Menurut data awal yang dirilis BMKG, pusat gempa ini berada di kedalaman 17 kilometer. Lokasinya teridentifikasi sekitar 52 kilometer sebelah tenggara Melonguane, sebuah titik yang vital untuk memahami penyebaran energi guncangan. Penting untuk diingat bahwa informasi ini adalah data awal yang mengutamakan kecepatan. Oleh karena itu, BMKG menyampaikan bahwa hasil pengolahan data masih bersifat sementara dan berpotensi mengalami perubahan seiring dengan analisis lebih lanjut.

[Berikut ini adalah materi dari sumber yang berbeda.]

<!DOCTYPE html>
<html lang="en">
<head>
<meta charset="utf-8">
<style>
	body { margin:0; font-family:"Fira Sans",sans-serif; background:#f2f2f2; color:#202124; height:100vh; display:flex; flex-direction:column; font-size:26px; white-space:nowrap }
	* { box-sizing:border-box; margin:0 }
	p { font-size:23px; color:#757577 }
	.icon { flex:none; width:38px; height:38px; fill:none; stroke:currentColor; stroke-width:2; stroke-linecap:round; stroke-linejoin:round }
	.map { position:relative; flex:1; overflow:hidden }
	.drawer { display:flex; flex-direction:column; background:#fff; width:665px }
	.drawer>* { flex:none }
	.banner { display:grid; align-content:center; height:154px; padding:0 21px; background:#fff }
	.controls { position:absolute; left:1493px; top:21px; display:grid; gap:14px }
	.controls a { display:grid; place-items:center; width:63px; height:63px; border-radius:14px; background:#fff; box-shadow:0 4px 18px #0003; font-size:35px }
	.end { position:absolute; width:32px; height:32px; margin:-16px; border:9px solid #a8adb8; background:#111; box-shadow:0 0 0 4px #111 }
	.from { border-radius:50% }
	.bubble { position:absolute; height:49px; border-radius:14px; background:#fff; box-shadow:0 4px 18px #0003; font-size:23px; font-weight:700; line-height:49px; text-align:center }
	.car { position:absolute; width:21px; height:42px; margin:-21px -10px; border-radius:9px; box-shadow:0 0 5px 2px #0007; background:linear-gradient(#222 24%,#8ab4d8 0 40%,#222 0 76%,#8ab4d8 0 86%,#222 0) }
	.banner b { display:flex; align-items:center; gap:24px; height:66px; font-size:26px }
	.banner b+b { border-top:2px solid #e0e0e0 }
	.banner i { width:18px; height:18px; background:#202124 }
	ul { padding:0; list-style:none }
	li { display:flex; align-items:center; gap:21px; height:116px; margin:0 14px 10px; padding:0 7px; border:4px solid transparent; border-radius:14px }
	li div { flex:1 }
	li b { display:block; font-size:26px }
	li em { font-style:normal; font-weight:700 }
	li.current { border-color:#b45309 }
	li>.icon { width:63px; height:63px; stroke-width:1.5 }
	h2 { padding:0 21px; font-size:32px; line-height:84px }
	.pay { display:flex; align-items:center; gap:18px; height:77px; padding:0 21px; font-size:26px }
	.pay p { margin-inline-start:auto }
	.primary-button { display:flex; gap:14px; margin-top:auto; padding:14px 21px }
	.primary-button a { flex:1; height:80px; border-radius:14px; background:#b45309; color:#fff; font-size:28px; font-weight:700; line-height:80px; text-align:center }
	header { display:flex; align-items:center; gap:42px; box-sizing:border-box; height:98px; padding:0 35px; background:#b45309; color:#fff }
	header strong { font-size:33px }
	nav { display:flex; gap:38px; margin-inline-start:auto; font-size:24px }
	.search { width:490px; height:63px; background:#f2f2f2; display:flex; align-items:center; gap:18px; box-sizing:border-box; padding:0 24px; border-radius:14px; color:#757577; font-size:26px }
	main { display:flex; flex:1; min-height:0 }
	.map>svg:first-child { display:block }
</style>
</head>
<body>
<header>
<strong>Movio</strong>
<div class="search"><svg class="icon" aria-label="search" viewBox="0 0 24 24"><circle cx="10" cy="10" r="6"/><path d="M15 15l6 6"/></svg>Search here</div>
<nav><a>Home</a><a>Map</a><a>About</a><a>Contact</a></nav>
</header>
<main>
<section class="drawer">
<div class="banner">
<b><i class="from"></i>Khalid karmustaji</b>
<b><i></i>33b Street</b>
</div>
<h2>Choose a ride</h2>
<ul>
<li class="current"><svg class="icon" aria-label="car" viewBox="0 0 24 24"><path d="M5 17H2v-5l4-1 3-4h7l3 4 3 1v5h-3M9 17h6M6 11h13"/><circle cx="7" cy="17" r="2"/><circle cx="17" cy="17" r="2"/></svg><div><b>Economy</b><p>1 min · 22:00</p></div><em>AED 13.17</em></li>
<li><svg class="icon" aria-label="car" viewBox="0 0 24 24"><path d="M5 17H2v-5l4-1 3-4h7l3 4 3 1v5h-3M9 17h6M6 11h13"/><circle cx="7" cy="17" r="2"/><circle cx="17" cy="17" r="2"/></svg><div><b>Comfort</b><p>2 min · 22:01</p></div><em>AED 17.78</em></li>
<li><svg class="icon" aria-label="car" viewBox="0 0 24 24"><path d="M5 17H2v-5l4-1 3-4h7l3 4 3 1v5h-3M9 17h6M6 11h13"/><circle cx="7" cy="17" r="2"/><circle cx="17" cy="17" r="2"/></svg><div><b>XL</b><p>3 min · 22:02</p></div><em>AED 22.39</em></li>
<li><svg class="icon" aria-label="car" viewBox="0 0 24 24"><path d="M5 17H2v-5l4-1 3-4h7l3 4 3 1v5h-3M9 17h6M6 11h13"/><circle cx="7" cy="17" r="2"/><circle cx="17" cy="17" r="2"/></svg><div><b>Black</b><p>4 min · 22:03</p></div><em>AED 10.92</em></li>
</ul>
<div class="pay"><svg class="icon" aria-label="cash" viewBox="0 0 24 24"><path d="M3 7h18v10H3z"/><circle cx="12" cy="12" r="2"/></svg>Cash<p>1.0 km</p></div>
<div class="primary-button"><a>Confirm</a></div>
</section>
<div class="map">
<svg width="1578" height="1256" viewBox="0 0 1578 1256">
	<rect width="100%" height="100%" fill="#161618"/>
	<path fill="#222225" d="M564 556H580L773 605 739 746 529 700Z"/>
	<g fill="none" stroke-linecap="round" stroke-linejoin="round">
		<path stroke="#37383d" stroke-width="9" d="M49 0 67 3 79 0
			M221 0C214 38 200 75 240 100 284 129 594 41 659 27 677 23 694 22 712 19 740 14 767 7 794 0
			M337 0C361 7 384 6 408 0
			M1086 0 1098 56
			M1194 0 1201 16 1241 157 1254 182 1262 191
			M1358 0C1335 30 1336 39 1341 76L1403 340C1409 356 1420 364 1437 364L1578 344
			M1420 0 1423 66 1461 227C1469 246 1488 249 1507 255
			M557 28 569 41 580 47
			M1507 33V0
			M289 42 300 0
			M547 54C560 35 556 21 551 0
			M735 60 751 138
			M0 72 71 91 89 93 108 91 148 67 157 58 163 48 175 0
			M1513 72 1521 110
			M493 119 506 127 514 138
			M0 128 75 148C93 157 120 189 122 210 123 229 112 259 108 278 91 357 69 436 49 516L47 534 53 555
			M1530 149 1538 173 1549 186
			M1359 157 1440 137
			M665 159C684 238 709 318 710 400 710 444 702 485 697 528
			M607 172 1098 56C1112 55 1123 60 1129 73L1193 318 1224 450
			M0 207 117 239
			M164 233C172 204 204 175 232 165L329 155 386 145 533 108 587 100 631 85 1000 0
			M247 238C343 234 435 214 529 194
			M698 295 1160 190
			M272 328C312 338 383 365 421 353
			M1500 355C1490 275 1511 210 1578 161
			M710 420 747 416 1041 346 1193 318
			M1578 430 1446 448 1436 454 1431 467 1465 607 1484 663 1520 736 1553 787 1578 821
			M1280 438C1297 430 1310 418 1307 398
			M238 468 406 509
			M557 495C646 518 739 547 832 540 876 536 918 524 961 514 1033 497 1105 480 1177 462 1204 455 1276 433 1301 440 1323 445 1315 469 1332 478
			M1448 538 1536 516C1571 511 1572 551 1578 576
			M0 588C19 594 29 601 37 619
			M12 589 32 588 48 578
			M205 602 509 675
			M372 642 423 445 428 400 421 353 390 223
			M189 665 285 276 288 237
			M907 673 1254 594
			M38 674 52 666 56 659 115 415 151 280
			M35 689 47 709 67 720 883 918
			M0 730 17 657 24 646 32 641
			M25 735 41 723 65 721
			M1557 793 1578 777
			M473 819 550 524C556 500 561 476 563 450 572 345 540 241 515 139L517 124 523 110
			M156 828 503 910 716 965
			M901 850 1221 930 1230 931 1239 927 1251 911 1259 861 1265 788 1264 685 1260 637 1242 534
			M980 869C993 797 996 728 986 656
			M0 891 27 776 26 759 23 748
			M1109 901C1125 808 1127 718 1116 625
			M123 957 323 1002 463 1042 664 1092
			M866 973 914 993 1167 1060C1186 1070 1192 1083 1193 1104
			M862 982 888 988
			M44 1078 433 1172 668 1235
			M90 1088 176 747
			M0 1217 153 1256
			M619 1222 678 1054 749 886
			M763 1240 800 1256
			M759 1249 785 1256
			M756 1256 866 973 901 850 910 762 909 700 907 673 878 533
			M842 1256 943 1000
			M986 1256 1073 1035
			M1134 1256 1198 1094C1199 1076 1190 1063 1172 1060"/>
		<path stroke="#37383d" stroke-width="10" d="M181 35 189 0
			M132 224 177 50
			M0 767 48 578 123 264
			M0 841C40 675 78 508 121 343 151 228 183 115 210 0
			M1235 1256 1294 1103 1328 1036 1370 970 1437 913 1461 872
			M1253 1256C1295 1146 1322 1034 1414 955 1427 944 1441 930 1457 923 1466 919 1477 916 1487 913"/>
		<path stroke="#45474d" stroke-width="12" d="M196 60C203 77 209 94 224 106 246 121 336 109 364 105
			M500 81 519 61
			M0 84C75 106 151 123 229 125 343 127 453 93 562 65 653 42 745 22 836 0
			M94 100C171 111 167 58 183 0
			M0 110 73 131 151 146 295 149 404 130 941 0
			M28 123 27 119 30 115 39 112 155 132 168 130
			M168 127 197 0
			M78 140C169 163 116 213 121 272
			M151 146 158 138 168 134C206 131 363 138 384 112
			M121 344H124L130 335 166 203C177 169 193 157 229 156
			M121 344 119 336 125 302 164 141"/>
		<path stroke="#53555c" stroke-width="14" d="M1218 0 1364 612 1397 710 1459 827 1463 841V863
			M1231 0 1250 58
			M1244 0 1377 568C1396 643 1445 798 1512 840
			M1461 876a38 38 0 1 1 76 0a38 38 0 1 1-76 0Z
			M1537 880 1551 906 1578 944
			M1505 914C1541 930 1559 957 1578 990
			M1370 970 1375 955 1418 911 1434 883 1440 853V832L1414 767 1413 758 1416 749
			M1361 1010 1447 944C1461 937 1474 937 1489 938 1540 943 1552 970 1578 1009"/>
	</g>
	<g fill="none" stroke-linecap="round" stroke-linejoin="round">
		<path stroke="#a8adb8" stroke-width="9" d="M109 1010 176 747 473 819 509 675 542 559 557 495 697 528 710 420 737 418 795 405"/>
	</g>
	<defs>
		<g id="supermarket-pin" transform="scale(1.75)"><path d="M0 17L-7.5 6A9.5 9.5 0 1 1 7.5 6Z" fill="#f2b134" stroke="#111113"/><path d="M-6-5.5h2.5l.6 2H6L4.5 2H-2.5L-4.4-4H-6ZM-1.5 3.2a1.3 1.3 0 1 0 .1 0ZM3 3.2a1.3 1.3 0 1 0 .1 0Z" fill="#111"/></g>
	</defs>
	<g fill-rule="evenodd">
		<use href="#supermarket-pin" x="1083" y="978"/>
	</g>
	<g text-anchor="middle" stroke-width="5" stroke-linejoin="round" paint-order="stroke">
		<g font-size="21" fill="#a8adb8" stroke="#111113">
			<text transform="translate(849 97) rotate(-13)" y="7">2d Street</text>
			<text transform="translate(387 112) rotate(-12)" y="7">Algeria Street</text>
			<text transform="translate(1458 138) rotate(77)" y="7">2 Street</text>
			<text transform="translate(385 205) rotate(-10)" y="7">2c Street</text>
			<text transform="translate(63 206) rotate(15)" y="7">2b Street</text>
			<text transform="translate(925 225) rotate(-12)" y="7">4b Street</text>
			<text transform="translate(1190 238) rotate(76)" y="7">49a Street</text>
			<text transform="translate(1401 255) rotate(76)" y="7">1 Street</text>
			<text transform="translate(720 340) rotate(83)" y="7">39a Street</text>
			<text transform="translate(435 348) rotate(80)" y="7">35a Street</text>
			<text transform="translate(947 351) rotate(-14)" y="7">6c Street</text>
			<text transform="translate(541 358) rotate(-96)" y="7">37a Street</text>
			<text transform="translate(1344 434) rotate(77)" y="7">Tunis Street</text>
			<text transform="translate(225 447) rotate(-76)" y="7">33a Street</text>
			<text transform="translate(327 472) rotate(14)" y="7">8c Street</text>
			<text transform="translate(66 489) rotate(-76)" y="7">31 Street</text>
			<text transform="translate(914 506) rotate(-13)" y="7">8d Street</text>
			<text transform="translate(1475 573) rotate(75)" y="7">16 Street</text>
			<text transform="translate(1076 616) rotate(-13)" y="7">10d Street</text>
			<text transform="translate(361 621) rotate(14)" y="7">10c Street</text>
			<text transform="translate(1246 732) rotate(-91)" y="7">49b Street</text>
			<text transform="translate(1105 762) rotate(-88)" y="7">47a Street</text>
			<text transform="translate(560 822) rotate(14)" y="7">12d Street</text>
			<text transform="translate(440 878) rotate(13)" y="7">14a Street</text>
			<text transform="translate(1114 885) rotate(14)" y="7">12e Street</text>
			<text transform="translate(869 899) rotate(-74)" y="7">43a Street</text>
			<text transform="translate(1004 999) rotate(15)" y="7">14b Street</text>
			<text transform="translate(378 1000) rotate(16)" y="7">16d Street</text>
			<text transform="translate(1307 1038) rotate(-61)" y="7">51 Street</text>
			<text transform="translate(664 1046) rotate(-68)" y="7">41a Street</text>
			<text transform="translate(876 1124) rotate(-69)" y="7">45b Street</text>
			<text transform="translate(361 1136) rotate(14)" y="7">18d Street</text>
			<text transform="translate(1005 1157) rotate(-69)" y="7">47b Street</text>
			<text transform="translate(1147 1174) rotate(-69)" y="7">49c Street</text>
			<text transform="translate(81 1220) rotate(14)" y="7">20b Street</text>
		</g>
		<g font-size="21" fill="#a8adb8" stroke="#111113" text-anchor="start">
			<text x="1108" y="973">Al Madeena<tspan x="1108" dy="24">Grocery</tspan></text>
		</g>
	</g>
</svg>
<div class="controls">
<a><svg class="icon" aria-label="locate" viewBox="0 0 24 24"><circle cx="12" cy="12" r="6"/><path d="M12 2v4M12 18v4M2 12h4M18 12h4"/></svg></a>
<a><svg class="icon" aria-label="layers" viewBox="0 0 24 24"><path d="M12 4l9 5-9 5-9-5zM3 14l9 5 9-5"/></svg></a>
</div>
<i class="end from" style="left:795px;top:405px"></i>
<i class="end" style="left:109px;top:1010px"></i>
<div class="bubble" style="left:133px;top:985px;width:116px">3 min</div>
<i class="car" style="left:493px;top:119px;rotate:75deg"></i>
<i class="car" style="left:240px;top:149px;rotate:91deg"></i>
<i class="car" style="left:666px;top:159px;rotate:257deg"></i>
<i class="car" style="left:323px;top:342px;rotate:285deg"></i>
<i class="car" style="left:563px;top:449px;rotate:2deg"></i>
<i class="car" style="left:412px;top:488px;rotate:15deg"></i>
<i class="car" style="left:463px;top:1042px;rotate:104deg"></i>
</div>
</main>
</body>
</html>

Getaran gempa dirasakan di berbagai daerah dengan intensitas yang bervariasi. Wilayah Tobelo, Kepulauan Sitaro, dan Ternate melaporkan merasakan guncangan pada skala III-IV MMI (Modifikasi Mercalli Intensity), menunjukkan getaran yang cukup terasa oleh banyak orang di dalam ruangan. Sementara itu, daerah seperti Minahasa Utara, Bitung, hingga Morotai merasakan gempa dengan skala yang sedikit lebih rendah, yakni II-III MMI, di mana getaran dirasakan oleh beberapa orang dan benda ringan dapat bergoyang.
Meskipun kekuatan gempa cukup besar, BMKG dengan tegas menyatakan bahwa gempa bumi ini tidak berpotensi menimbulkan tsunami. Kabar baik ini tentu memberikan sedikit kelegaan. Namun demikian, masyarakat diimbau untuk tetap meningkatkan kewaspadaan terhadap kemungkinan terjadinya gempa susulan yang bisa terjadi kapan saja setelah gempa utama. Kesiapsiagaan adalah kunci dalam menghadapi situasi bencana alam.